The input.
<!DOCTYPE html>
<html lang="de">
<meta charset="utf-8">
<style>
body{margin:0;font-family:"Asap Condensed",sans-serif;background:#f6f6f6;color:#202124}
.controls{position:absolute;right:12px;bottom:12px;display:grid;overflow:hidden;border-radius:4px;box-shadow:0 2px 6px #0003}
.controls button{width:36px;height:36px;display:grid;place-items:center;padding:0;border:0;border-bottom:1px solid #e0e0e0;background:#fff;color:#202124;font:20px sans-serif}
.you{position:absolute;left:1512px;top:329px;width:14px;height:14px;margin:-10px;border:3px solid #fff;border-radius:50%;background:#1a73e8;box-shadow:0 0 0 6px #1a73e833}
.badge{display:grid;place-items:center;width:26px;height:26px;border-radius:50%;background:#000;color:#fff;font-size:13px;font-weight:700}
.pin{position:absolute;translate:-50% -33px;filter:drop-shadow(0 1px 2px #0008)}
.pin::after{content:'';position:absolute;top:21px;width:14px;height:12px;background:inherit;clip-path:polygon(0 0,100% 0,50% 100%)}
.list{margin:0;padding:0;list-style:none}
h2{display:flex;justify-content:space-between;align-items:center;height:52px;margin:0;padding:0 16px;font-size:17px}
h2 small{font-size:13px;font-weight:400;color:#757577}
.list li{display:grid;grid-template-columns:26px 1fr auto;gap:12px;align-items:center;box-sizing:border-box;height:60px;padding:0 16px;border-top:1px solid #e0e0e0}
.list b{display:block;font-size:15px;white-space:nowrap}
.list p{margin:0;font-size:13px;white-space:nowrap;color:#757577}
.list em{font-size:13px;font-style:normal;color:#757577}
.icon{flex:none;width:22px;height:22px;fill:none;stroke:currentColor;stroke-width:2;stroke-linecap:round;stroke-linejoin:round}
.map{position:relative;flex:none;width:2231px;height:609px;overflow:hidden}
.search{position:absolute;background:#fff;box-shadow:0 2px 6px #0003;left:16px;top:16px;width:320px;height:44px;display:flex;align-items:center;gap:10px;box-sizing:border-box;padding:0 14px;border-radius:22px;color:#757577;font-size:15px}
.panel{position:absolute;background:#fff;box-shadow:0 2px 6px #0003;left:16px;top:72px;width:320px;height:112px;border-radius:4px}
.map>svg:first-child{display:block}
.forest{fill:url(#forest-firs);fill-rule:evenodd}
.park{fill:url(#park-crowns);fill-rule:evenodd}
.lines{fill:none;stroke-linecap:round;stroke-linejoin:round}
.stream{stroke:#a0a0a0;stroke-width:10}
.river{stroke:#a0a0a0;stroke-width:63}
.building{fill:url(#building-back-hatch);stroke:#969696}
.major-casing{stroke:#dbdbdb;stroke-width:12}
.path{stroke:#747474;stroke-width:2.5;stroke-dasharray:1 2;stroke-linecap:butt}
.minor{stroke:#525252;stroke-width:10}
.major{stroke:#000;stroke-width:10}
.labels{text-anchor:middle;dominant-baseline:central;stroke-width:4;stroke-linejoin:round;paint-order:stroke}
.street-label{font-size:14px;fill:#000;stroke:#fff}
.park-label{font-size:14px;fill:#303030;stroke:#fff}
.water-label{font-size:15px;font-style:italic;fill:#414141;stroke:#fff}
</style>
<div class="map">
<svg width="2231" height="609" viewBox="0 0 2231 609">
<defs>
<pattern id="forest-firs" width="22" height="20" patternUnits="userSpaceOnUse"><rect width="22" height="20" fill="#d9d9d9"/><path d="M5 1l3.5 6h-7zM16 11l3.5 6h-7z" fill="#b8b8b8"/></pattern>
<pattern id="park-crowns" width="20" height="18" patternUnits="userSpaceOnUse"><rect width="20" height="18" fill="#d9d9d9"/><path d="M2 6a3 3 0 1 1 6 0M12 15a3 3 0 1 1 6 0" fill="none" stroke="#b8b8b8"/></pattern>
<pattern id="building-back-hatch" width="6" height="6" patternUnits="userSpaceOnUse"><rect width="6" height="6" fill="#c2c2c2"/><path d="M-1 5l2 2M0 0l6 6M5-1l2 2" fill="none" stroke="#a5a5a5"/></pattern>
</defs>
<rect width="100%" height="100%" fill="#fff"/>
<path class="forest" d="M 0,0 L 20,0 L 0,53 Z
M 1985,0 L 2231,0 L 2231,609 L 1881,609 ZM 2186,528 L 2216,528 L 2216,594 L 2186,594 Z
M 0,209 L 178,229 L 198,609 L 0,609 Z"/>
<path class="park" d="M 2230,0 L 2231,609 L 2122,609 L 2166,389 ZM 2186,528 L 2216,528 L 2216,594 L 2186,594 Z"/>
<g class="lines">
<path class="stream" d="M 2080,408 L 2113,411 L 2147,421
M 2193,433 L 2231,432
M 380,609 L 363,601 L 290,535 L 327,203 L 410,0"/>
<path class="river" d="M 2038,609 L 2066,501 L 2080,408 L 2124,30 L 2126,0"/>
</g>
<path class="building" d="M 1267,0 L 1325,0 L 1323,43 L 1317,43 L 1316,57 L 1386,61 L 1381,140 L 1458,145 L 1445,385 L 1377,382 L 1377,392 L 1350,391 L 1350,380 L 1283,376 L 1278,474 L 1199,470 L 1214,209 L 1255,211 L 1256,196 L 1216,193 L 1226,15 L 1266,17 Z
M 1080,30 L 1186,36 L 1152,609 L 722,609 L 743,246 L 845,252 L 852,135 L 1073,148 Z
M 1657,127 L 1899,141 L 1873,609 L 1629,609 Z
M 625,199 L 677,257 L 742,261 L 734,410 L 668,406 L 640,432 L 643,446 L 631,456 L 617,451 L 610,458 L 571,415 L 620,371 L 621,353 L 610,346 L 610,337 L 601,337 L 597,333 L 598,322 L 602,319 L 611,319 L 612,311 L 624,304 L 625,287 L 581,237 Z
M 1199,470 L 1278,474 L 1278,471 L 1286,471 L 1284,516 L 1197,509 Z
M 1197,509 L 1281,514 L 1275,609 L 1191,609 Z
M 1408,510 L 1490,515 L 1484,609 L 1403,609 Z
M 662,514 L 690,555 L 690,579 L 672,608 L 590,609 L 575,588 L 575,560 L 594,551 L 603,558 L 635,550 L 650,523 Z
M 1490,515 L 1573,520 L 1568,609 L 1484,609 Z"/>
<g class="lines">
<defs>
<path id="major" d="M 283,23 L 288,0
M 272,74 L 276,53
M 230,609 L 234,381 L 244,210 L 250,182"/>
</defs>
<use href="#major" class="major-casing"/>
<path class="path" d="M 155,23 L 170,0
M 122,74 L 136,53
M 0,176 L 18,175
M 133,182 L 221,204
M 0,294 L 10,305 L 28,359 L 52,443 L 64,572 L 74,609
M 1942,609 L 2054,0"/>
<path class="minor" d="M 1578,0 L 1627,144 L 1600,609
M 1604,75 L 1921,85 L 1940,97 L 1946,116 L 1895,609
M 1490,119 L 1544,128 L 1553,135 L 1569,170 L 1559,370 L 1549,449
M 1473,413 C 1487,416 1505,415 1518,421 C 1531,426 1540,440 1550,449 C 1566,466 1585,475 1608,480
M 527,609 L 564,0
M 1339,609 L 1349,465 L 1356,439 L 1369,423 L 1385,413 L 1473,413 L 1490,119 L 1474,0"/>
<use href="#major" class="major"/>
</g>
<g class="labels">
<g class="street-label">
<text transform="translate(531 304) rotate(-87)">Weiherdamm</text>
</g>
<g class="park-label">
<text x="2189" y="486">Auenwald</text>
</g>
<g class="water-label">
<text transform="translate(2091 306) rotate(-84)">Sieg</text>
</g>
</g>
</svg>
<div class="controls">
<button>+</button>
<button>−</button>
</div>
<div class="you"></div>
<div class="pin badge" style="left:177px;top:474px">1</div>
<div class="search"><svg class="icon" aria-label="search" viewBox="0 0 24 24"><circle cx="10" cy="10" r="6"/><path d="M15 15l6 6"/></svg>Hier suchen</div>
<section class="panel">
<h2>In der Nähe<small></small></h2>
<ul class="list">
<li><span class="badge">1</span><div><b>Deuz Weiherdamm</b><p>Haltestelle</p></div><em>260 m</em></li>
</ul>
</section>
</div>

What is required. Write out exactly the lines above from the line with "6 0M12 15a3" through the line with "L 1266,17 Z", both of them included, and leave out all other lines.

Exercise result.
<pattern id="park-crowns" width="20" height="18" patternUnits="userSpaceOnUse"><rect width="20" height="18" fill="#d9d9d9"/><path d="M2 6a3 3 0 1 1 6 0M12 15a3 3 0 1 1 6 0" fill="none" stroke="#b8b8b8"/></pattern>
<pattern id="building-back-hatch" width="6" height="6" patternUnits="userSpaceOnUse"><rect width="6" height="6" fill="#c2c2c2"/><path d="M-1 5l2 2M0 0l6 6M5-1l2 2" fill="none" stroke="#a5a5a5"/></pattern>
</defs>
<rect width="100%" height="100%" fill="#fff"/>
<path class="forest" d="M 0,0 L 20,0 L 0,53 Z
M 1985,0 L 2231,0 L 2231,609 L 1881,609 ZM 2186,528 L 2216,528 L 2216,594 L 2186,594 Z
M 0,209 L 178,229 L 198,609 L 0,609 Z"/>
<path class="park" d="M 2230,0 L 2231,609 L 2122,609 L 2166,389 ZM 2186,528 L 2216,528 L 2216,594 L 2186,594 Z"/>
<g class="lines">
<path class="stream" d="M 2080,408 L 2113,411 L 2147,421
M 2193,433 L 2231,432
M 380,609 L 363,601 L 290,535 L 327,203 L 410,0"/>
<path class="river" d="M 2038,609 L 2066,501 L 2080,408 L 2124,30 L 2126,0"/>
</g>
<path class="building" d="M 1267,0 L 1325,0 L 1323,43 L 1317,43 L 1316,57 L 1386,61 L 1381,140 L 1458,145 L 1445,385 L 1377,382 L 1377,392 L 1350,391 L 1350,380 L 1283,376 L 1278,474 L 1199,470 L 1214,209 L 1255,211 L 1256,196 L 1216,193 L 1226,15 L 1266,17 Z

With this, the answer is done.